-- Opening Marker --

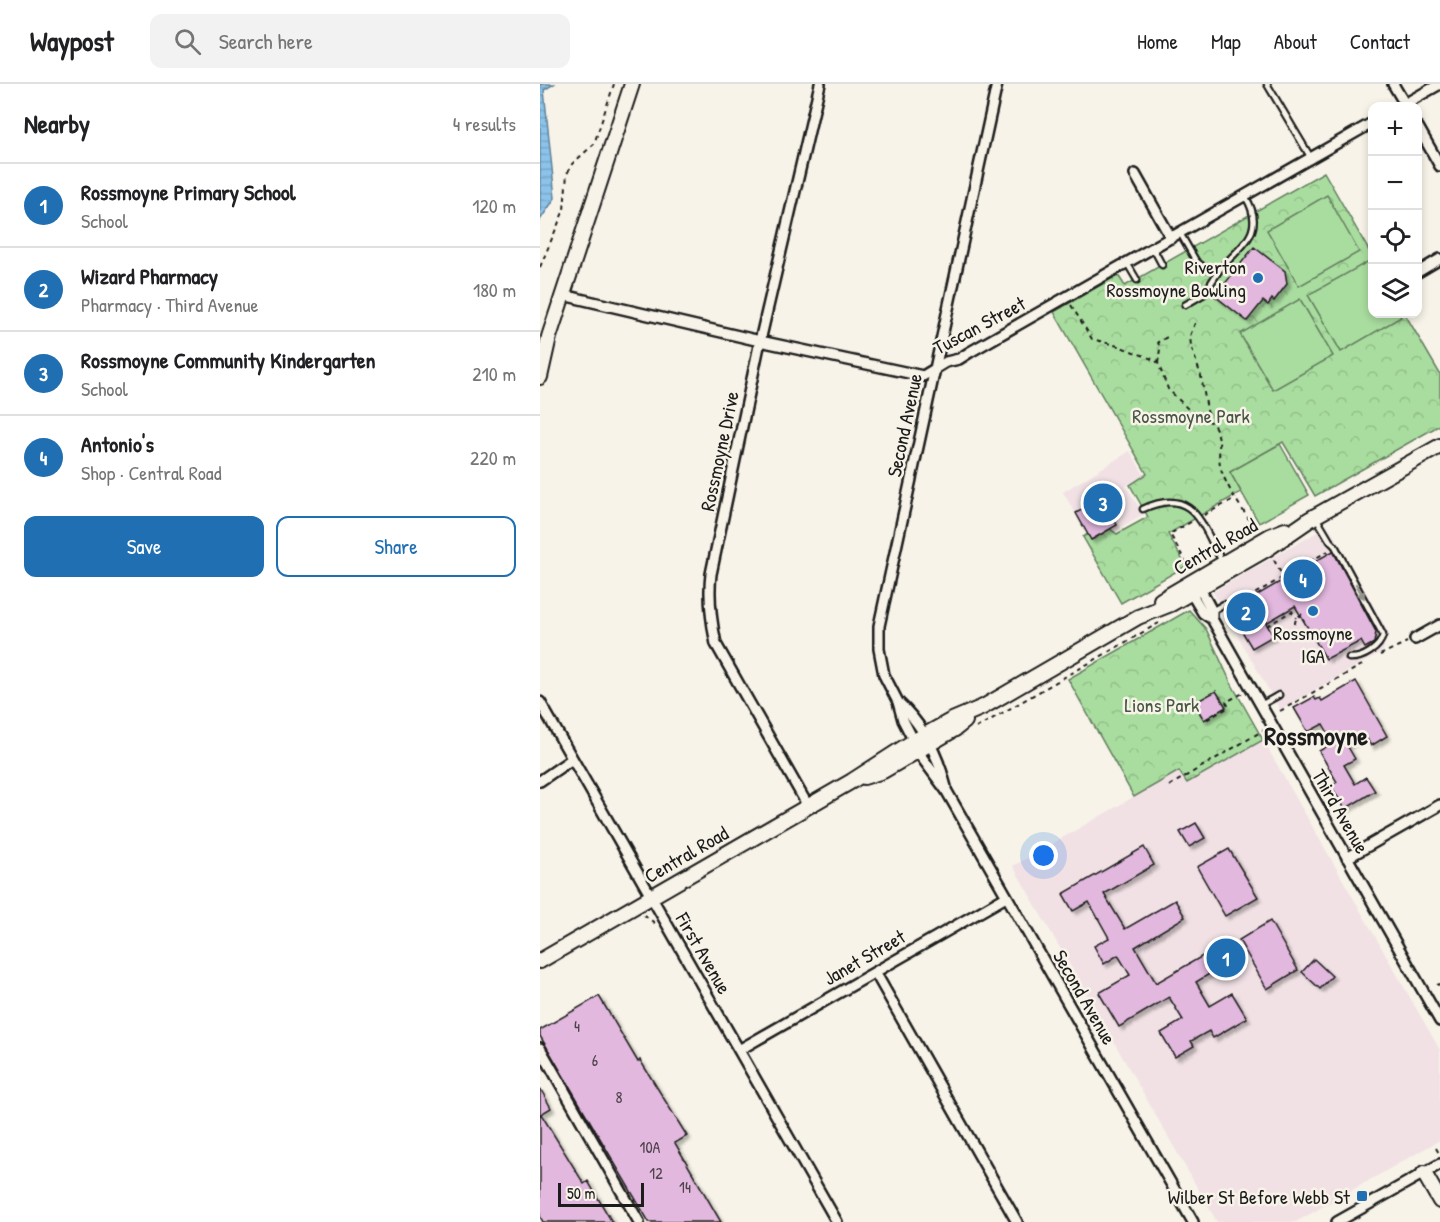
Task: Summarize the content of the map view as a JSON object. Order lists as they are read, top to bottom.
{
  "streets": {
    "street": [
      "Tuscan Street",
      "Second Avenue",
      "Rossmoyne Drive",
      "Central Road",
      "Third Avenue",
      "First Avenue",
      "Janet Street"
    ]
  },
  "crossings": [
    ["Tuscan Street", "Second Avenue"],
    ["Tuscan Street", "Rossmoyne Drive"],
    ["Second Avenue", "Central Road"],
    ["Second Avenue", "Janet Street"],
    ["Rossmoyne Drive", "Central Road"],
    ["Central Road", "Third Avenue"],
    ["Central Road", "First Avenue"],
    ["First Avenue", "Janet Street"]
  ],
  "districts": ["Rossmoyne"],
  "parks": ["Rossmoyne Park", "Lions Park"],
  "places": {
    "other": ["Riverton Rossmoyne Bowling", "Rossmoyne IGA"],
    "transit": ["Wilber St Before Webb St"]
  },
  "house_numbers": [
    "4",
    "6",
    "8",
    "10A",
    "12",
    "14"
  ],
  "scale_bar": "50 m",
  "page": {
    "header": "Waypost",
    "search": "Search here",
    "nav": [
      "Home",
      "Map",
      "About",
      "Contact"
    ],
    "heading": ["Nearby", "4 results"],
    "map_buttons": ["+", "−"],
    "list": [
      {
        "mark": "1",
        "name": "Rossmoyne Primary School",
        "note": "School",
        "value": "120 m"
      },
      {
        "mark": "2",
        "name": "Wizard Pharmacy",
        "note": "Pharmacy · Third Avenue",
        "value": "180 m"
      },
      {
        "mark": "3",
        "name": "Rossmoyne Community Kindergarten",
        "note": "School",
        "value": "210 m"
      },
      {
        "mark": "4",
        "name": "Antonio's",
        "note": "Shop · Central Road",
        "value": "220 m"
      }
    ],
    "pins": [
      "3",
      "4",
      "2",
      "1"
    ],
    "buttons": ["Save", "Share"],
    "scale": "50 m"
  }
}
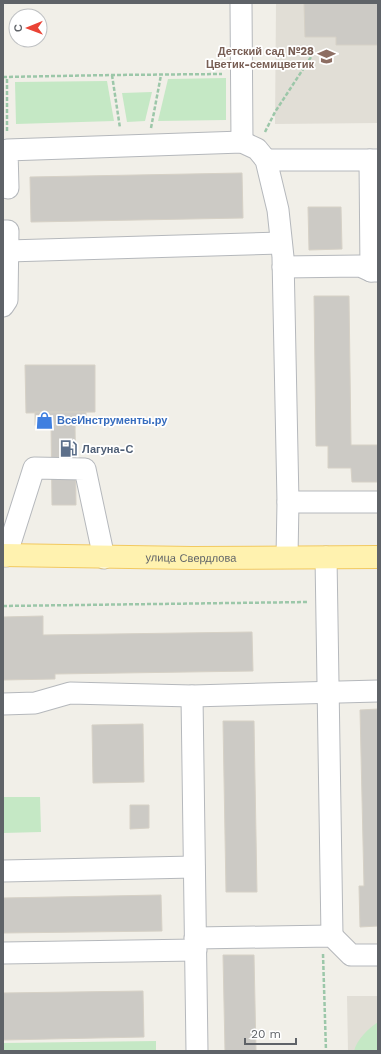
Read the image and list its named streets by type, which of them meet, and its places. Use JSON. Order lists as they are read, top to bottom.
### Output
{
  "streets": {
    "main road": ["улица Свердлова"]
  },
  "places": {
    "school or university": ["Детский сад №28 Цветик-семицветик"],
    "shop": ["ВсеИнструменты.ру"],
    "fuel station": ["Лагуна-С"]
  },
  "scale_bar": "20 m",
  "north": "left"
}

-- Closing Marker --

→ Task:
Every line above that holds the word "First" is to be found and copied.

→ Exercise solution:
      "First Avenue",
    ["Central Road", "First Avenue"],
    ["First Avenue", "Janet Street"]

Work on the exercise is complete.